Resolutions and Statements - Details


Sexual Harassment Working Group Meeting in Tokyo – 24 September 2018

The FIA Sexual Harassment Working group (SHWG) is a thematic working group created during FIA’s 2017 Executive Committee meeting held in Zagreb, Croatia. “Enough is enough!” was the message emerging from FIA when issuing its unanimously approved Declaration on Sexual Harassment, Discrimination and Retaliation in the Entertainment and Media Industries in Zagreb. Since then, the SHWG has held regular video conferences in order to share the latest developments and news regarding ongoing strategies and tools to tackle sexual harassment.

The SHWG met on Monday 24 September in Tokyo, Japan, in conjunction with the FIA Executive. It gathered delegates from Uruguay, the UK, the United-States, Sweden, Canada, Denmark and France.

The meeting started with reports from each union on their latest activity. Among the many topics covered was an update on the ongoing ILO survey on  Sexual Harassment in the Entertainment Industry; the development of guidelines for performers, especially in relation to nudity and simulated sex; as well as a discussion about mandatory trainings on sexual harassment in the audiovisual sector that become systematic in certain countries such as Sweden. Information about educational programs in art schools focused on professional behavior were also discussed; including a reflection around consent among dancers – a population socialized to accept touch from a young age – and the need to reflect on boundaries in these contexts.

The development of helplines and the efficiency of anonymous emergency call lines was examined collectively, with a preoccupation towards surpassing the obstacles preventing a wider use of such tools. The publication of Codes of Conduct was also largely discussed as a crucial tool, to be made as visible as possible, despite occasional resistance on the side of the employers.

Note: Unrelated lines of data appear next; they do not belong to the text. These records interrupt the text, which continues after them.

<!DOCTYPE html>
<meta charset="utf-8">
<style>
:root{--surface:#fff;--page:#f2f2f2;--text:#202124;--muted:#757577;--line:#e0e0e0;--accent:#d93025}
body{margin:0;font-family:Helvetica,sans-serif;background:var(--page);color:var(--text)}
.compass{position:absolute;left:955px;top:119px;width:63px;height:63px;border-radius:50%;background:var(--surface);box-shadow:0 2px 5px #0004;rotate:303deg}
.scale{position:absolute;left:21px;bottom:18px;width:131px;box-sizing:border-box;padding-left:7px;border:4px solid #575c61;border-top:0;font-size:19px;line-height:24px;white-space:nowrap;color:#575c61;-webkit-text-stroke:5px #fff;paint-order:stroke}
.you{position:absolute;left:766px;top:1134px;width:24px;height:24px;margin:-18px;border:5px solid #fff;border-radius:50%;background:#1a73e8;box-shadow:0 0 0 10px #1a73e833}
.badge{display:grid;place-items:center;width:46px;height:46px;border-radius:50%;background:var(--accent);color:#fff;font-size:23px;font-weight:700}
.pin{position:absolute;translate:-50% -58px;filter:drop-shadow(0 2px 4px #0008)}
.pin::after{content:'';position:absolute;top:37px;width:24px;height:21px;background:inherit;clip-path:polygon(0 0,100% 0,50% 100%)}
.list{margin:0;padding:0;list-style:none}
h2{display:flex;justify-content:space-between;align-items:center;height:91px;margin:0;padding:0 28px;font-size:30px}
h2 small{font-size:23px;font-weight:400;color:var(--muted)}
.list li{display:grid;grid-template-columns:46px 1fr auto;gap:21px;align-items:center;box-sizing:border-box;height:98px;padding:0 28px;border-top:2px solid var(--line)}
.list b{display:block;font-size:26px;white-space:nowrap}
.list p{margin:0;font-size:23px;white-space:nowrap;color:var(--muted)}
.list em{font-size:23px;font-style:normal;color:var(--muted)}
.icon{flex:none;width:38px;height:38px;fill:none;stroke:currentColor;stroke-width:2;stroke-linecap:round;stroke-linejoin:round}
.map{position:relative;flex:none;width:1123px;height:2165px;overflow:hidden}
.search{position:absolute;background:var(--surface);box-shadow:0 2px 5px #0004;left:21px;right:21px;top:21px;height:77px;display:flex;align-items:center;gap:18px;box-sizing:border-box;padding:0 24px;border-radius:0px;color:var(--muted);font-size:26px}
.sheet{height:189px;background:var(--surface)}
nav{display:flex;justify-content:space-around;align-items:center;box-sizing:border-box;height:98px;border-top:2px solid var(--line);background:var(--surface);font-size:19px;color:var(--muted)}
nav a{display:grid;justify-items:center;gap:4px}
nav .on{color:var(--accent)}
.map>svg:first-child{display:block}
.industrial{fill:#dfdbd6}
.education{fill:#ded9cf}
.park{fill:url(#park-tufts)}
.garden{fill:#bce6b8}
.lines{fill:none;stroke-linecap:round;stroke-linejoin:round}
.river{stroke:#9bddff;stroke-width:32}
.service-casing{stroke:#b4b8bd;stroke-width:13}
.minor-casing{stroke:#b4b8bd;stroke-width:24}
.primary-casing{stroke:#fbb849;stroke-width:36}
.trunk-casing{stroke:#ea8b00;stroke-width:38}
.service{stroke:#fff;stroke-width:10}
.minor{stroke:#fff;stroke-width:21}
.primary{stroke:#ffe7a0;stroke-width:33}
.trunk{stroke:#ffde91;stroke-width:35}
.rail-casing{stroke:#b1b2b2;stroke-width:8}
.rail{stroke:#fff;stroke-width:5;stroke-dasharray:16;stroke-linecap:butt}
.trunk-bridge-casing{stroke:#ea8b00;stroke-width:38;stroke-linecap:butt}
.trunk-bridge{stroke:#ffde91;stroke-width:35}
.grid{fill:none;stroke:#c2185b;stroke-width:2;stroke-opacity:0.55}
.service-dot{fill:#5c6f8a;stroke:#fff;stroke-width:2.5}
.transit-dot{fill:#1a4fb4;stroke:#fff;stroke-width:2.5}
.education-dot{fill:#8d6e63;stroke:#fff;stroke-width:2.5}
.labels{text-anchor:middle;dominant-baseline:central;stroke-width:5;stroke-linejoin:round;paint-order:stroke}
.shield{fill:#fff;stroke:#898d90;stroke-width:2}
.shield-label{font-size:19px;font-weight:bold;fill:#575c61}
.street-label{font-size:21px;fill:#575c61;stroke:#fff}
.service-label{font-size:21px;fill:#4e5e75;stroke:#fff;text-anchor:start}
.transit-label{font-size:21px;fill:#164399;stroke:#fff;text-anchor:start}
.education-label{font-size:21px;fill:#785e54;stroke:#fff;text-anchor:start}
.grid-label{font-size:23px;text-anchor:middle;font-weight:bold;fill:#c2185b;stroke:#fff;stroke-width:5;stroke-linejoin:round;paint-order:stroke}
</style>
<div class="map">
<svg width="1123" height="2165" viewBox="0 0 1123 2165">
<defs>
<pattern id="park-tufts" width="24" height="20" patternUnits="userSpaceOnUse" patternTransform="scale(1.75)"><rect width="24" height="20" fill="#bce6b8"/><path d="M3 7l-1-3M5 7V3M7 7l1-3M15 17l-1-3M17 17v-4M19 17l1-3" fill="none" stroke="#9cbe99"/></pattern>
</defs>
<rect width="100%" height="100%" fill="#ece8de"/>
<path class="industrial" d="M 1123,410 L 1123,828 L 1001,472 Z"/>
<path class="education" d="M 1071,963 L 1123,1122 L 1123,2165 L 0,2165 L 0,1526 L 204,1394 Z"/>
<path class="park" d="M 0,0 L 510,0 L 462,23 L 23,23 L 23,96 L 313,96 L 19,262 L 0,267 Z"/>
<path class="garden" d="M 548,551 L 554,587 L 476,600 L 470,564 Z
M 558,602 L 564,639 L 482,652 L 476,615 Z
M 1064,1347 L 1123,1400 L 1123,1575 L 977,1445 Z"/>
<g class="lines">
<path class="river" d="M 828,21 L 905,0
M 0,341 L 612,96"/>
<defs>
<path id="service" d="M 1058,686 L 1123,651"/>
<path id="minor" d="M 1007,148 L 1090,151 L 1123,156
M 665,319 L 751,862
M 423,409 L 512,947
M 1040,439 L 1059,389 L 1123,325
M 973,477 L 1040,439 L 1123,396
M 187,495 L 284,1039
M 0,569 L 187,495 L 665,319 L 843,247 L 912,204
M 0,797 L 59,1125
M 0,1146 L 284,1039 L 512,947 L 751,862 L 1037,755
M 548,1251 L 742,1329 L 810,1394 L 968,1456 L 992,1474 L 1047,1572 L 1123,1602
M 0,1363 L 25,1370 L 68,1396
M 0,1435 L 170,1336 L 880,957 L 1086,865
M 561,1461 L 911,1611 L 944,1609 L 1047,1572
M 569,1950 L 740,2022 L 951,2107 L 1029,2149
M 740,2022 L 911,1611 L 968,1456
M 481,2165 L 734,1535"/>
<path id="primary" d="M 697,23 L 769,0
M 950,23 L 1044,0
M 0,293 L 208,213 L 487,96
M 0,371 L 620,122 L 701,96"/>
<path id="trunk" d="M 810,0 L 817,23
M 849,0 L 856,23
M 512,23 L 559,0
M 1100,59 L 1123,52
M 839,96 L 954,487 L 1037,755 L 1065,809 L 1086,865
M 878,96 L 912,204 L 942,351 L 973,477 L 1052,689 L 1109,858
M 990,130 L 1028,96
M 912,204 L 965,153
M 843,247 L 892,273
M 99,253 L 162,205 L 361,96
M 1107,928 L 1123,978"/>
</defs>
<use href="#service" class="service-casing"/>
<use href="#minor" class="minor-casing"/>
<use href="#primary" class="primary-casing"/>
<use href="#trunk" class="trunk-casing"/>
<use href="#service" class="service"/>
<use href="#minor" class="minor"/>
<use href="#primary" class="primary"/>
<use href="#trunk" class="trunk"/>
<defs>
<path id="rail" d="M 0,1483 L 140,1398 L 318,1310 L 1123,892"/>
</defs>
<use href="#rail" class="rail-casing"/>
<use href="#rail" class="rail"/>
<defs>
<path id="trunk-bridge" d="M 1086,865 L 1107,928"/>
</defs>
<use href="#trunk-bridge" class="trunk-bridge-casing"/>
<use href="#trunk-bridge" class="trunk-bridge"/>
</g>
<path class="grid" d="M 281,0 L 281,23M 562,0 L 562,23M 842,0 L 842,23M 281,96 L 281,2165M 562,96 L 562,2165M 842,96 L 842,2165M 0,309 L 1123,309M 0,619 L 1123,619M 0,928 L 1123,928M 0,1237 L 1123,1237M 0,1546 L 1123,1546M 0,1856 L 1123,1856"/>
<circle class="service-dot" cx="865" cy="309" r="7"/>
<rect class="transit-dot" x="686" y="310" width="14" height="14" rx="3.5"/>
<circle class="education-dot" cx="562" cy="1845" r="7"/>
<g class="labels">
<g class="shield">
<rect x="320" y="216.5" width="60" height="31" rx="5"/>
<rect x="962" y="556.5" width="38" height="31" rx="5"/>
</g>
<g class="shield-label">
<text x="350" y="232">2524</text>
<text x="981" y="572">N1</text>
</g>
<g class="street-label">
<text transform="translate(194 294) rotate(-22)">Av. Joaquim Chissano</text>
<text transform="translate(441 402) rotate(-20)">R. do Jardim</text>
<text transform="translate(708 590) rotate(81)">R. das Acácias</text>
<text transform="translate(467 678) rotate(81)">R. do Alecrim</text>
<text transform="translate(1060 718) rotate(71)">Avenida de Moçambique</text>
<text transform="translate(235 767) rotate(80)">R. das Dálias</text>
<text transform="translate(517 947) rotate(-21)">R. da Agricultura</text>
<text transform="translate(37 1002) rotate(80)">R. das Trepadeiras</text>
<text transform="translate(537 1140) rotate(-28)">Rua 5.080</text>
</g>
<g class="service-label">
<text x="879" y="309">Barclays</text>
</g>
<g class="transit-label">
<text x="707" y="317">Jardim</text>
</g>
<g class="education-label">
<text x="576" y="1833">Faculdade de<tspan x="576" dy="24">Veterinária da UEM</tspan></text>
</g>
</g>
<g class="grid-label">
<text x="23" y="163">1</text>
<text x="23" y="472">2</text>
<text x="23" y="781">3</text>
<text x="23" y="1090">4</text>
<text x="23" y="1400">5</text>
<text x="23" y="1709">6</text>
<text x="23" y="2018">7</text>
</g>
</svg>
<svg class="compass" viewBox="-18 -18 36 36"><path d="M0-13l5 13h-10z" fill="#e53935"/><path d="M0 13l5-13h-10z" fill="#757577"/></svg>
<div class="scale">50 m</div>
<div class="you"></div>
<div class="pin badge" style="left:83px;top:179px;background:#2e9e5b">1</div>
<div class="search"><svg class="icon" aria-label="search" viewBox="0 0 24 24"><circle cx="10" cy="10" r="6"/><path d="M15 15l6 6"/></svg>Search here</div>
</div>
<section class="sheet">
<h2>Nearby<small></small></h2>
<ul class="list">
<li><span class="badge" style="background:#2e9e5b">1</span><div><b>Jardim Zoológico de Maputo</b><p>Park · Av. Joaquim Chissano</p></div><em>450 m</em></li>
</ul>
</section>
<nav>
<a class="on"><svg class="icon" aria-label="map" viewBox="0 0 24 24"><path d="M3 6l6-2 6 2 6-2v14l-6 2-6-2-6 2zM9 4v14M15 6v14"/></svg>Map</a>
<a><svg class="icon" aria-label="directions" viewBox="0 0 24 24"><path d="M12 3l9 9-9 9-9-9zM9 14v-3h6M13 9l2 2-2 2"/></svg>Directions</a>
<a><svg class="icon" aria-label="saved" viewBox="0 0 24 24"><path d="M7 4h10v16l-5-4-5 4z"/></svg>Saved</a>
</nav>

With respect to future activities of the working group, a commitment towards communication and sharing good practices was taken. Participants identified International Women’s’ Day, on March 8, as an important opportunity to convey a common message about tackling harassment as unions. The preparation of a manual on sexual harassment for the FIA members was also identified as a concrete output for the working group. The manual should be a source of common language, a practical advocacy tool and a helpful blueprint for any union in the sector getting started with developing its own strategy to tackle sexual harassment at national level.